[Collected data entries]
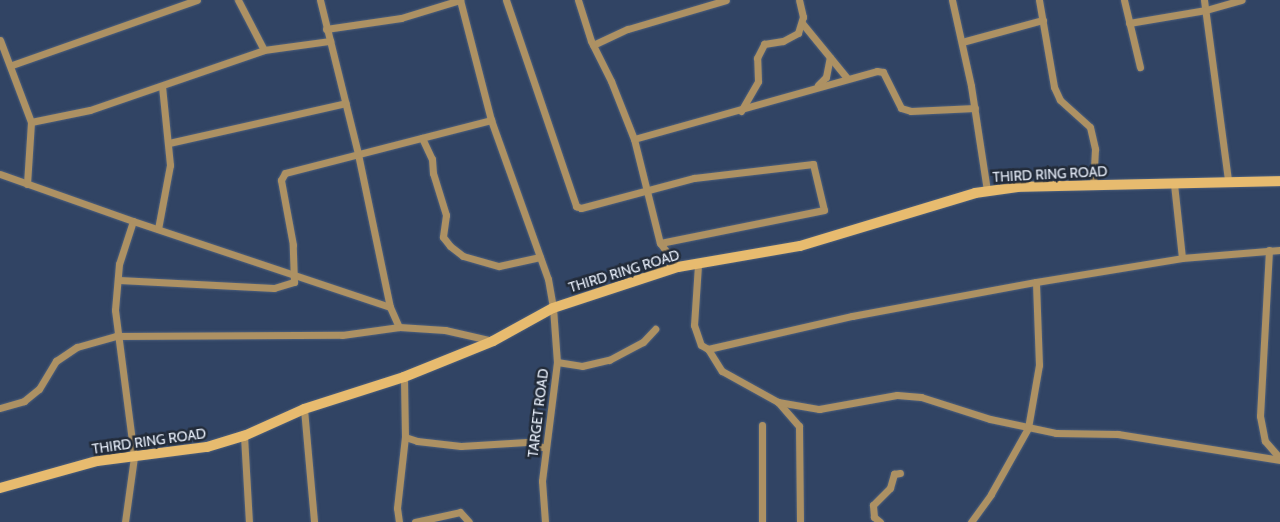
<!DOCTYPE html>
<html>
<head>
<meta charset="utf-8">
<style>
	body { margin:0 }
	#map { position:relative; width:1280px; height:522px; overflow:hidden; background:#314464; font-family:Cabin,sans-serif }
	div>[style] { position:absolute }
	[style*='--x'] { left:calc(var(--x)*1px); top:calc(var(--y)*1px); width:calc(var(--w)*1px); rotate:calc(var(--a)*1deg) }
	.roads { filter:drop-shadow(0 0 1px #4e607c) drop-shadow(0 0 1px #4e607c) }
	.street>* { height:7px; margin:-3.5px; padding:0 3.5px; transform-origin:3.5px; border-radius:3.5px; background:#ad9163 }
	.secondary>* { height:10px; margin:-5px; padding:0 5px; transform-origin:5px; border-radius:5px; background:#e7bb6f }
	span { translate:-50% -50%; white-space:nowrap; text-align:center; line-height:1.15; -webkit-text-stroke:5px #222b39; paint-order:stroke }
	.street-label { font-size:14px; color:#e9f0fc }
</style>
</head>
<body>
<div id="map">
	<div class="roads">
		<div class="street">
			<div style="--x:238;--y:0;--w:56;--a:62.5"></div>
			<div style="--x:320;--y:0;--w:159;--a:76.1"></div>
			<div style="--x:358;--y:154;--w:156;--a:78.2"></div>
			<div style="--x:390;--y:307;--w:22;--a:66"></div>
			<div style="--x:399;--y:327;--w:46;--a:3.7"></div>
			<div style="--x:445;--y:330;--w:49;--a:12.9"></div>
			<div style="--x:460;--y:0;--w:124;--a:75.5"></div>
			<div style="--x:491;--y:120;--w:169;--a:70.3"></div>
			<div style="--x:548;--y:279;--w:29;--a:80"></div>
			<div style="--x:553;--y:308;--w:54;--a:85.8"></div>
			<div style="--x:557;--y:362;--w:120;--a:97.2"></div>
			<div style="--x:542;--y:481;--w:41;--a:85.8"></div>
			<div style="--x:506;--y:0;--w:218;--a:71.2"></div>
			<div style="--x:576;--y:206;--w:5;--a:22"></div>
			<div style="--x:581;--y:208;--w:117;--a:-14.9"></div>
			<div style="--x:694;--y:178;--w:120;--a:-6.7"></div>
			<div style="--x:813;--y:164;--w:47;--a:76.6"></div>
			<div style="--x:824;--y:210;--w:167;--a:168.6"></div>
			<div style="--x:578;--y:0;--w:43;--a:72.4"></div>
			<div style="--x:591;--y:41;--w:45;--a:63.4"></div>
			<div style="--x:611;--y:81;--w:62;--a:68.4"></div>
			<div style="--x:634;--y:139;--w:107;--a:76"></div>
			<div style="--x:660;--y:243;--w:30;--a:53"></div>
			<div style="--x:952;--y:0;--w:88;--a:77.5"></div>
			<div style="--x:971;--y:86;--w:106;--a:81.3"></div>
			<div style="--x:1039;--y:0;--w:88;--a:80.2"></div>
			<div style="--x:1054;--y:87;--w:14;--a:65"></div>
			<div style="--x:1060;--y:100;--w:40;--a:42"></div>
			<div style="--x:1090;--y:127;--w:23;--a:77"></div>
			<div style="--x:1095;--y:149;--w:36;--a:93"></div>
			<div style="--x:1124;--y:0;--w:69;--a:76.6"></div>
			<div style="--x:1204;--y:0;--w:183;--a:82.4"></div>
			<div style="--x:802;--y:23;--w:71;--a:50.7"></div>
			<div style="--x:1129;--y:23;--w:78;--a:-9.6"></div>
			<div style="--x:1206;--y:10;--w:37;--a:-16"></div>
			<div style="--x:326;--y:29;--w:76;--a:-8.3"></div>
			<div style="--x:401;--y:18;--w:62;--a:-17"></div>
			<div style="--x:0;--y:40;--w:88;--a:69.3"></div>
			<div style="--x:962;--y:42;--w:84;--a:-15.2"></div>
			<div style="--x:593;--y:45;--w:38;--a:-25"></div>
			<div style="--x:628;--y:29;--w:102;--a:-16.5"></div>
			<div style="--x:12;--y:65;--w:196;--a:-19.4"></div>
			<div style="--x:818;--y:85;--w:11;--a:-45"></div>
			<div style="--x:826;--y:77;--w:20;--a:-79"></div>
			<div style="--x:741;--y:111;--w:34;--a:-60"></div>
			<div style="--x:758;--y:81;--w:23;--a:-92"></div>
			<div style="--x:757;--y:58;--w:16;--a:-63"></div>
			<div style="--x:764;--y:44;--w:19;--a:-9"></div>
			<div style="--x:783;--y:41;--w:17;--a:-28"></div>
			<div style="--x:798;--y:33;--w:17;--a:-73"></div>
			<div style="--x:803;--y:17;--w:17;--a:-103"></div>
			<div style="--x:422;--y:138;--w:23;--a:65"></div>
			<div style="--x:432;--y:159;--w:14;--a:86"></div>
			<div style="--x:433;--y:173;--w:44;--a:72.8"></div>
			<div style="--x:446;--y:215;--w:22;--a:98"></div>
			<div style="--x:443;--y:237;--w:11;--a:52"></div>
			<div style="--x:450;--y:246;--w:16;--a:38"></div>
			<div style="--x:463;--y:256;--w:37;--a:16"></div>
			<div style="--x:499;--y:266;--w:42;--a:-12.4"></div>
			<div style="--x:634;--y:139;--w:252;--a:-15.6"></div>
			<div style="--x:877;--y:71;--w:6;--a:9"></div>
			<div style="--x:883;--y:72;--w:40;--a:63.4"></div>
			<div style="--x:901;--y:108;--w:10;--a:17"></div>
			<div style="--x:911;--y:111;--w:64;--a:-2.7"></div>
			<div style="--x:169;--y:143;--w:181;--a:-12.7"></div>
			<div style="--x:0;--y:174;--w:141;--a:19.5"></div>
			<div style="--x:133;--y:221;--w:45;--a:108"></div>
			<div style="--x:119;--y:264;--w:46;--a:95"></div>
			<div style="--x:115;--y:310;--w:148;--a:82.6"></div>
			<div style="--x:134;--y:457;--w:66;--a:97.9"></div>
			<div style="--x:27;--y:184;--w:62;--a:-86.3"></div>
			<div style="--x:31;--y:122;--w:60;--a:-11.5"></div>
			<div style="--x:90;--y:110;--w:184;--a:-19"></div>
			<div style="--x:264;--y:50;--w:67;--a:-7.8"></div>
			<div style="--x:1174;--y:184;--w:74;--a:83.8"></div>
			<div style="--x:133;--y:221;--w:271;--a:18.5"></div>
			<div style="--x:158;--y:229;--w:65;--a:-79.4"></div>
			<div style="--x:170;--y:165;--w:79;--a:-95.8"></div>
			<div style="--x:1269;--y:250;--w:166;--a:93.1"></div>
			<div style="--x:1260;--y:416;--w:25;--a:79"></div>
			<div style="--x:1265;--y:441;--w:23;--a:49"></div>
			<div style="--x:698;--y:265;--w:60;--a:93.8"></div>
			<div style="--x:694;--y:325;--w:21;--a:71"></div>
			<div style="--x:701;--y:345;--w:8;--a:30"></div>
			<div style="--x:708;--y:349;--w:26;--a:58"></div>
			<div style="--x:722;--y:371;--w:64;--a:29"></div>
			<div style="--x:778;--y:402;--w:32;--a:49"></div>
			<div style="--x:799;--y:426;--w:96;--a:89.4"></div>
			<div style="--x:119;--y:280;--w:155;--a:3"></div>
			<div style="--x:274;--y:288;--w:21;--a:-17"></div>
			<div style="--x:294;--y:282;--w:37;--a:-92"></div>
			<div style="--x:293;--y:245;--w:66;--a:-100.5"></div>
			<div style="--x:281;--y:180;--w:8;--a:-60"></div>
			<div style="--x:285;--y:173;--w:213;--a:-14.4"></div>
			<div style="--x:708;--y:349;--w:148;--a:-12.9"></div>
			<div style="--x:852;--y:316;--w:187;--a:-10.5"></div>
			<div style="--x:1036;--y:282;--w:148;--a:-9.3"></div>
			<div style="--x:1182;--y:258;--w:98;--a:-4.7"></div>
			<div style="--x:557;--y:362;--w:25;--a:9"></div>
			<div style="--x:582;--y:366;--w:28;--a:-13"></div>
			<div style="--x:609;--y:360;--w:38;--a:-28"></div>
			<div style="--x:643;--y:342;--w:18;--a:-47"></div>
			<div style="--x:778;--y:402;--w:42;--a:9.7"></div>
			<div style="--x:819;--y:409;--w:79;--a:-10.2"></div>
			<div style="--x:897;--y:395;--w:24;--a:5"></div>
			<div style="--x:921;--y:397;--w:72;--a:17.7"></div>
			<div style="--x:990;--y:419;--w:67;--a:12"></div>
			<div style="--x:1056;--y:433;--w:62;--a:0.9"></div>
			<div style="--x:1118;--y:434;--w:164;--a:9.1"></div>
			<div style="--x:0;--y:408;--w:25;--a:-16"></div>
			<div style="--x:24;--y:401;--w:19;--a:-39"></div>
			<div style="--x:39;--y:389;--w:33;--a:-59"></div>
			<div style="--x:56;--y:361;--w:25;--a:-34"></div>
			<div style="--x:77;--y:347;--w:41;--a:-15.8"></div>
			<div style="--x:116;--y:336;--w:226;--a:-0.3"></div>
			<div style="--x:342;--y:335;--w:58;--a:-8"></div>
			<div style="--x:304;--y:409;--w:113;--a:84.9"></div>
			<div style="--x:762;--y:425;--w:97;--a:90"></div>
			<div style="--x:244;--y:436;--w:86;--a:86.7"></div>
			<div style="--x:405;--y:437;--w:13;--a:18"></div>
			<div style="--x:417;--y:441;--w:44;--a:6.5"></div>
			<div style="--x:461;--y:446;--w:66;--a:-3.5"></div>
			<div style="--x:527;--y:442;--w:19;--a:18"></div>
			<div style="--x:399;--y:522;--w:14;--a:-98"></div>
			<div style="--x:397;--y:508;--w:71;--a:-83.6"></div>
			<div style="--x:405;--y:437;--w:60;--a:-91"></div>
			<div style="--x:415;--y:522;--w:46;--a:-12.5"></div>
			<div style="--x:460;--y:512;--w:13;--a:48"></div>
			<div style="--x:880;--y:522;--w:8;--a:-140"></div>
			<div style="--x:874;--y:517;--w:12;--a:-95"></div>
			<div style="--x:873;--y:505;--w:24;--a:-45"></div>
			<div style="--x:890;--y:488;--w:15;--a:-74"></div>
			<div style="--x:894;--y:474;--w:6;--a:-9"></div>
			<div style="--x:971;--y:522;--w:34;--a:-54"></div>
			<div style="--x:991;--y:494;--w:76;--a:-60.7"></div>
			<div style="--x:1028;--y:428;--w:64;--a:-80.1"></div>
			<div style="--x:1039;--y:365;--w:83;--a:-92.1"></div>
		</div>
		<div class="secondary">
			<div style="--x:0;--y:488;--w:101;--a:-15.6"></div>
			<div style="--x:97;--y:461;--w:111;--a:-7.3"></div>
			<div style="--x:207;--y:447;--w:39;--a:-17"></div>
			<div style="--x:244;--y:436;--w:66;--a:-24.2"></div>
			<div style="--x:304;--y:409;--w:105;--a:-17.7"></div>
			<div style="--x:404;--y:377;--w:96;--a:-22"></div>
			<div style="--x:493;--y:341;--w:68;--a:-28.8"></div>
			<div style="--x:553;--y:308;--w:132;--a:-18.2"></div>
			<div style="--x:678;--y:267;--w:124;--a:-9.8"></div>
			<div style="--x:800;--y:246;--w:183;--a:-16.8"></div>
			<div style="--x:975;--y:193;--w:43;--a:-7.9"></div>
			<div style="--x:1018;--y:187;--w:262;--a:-1.3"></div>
		</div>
	</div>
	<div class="street-label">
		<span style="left:1050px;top:174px;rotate:-3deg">THIRD RING ROAD</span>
		<span style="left:624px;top:271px;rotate:-17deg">THIRD RING ROAD</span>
		<span style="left:538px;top:413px;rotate:-83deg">TARGET ROAD</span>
		<span style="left:149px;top:441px;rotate:-8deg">THIRD RING ROAD</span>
	</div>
</div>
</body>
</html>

**Your instructions:** Filter the entries and copy out every line with the word "width".

**Answer box:**
	#map { position:relative; width:1280px; height:522px; overflow:hidden; background:#314464; font-family:Cabin,sans-serif }
	[style*='--x'] { left:calc(var(--x)*1px); top:calc(var(--y)*1px); width:calc(var(--w)*1px); rotate:calc(var(--a)*1deg) }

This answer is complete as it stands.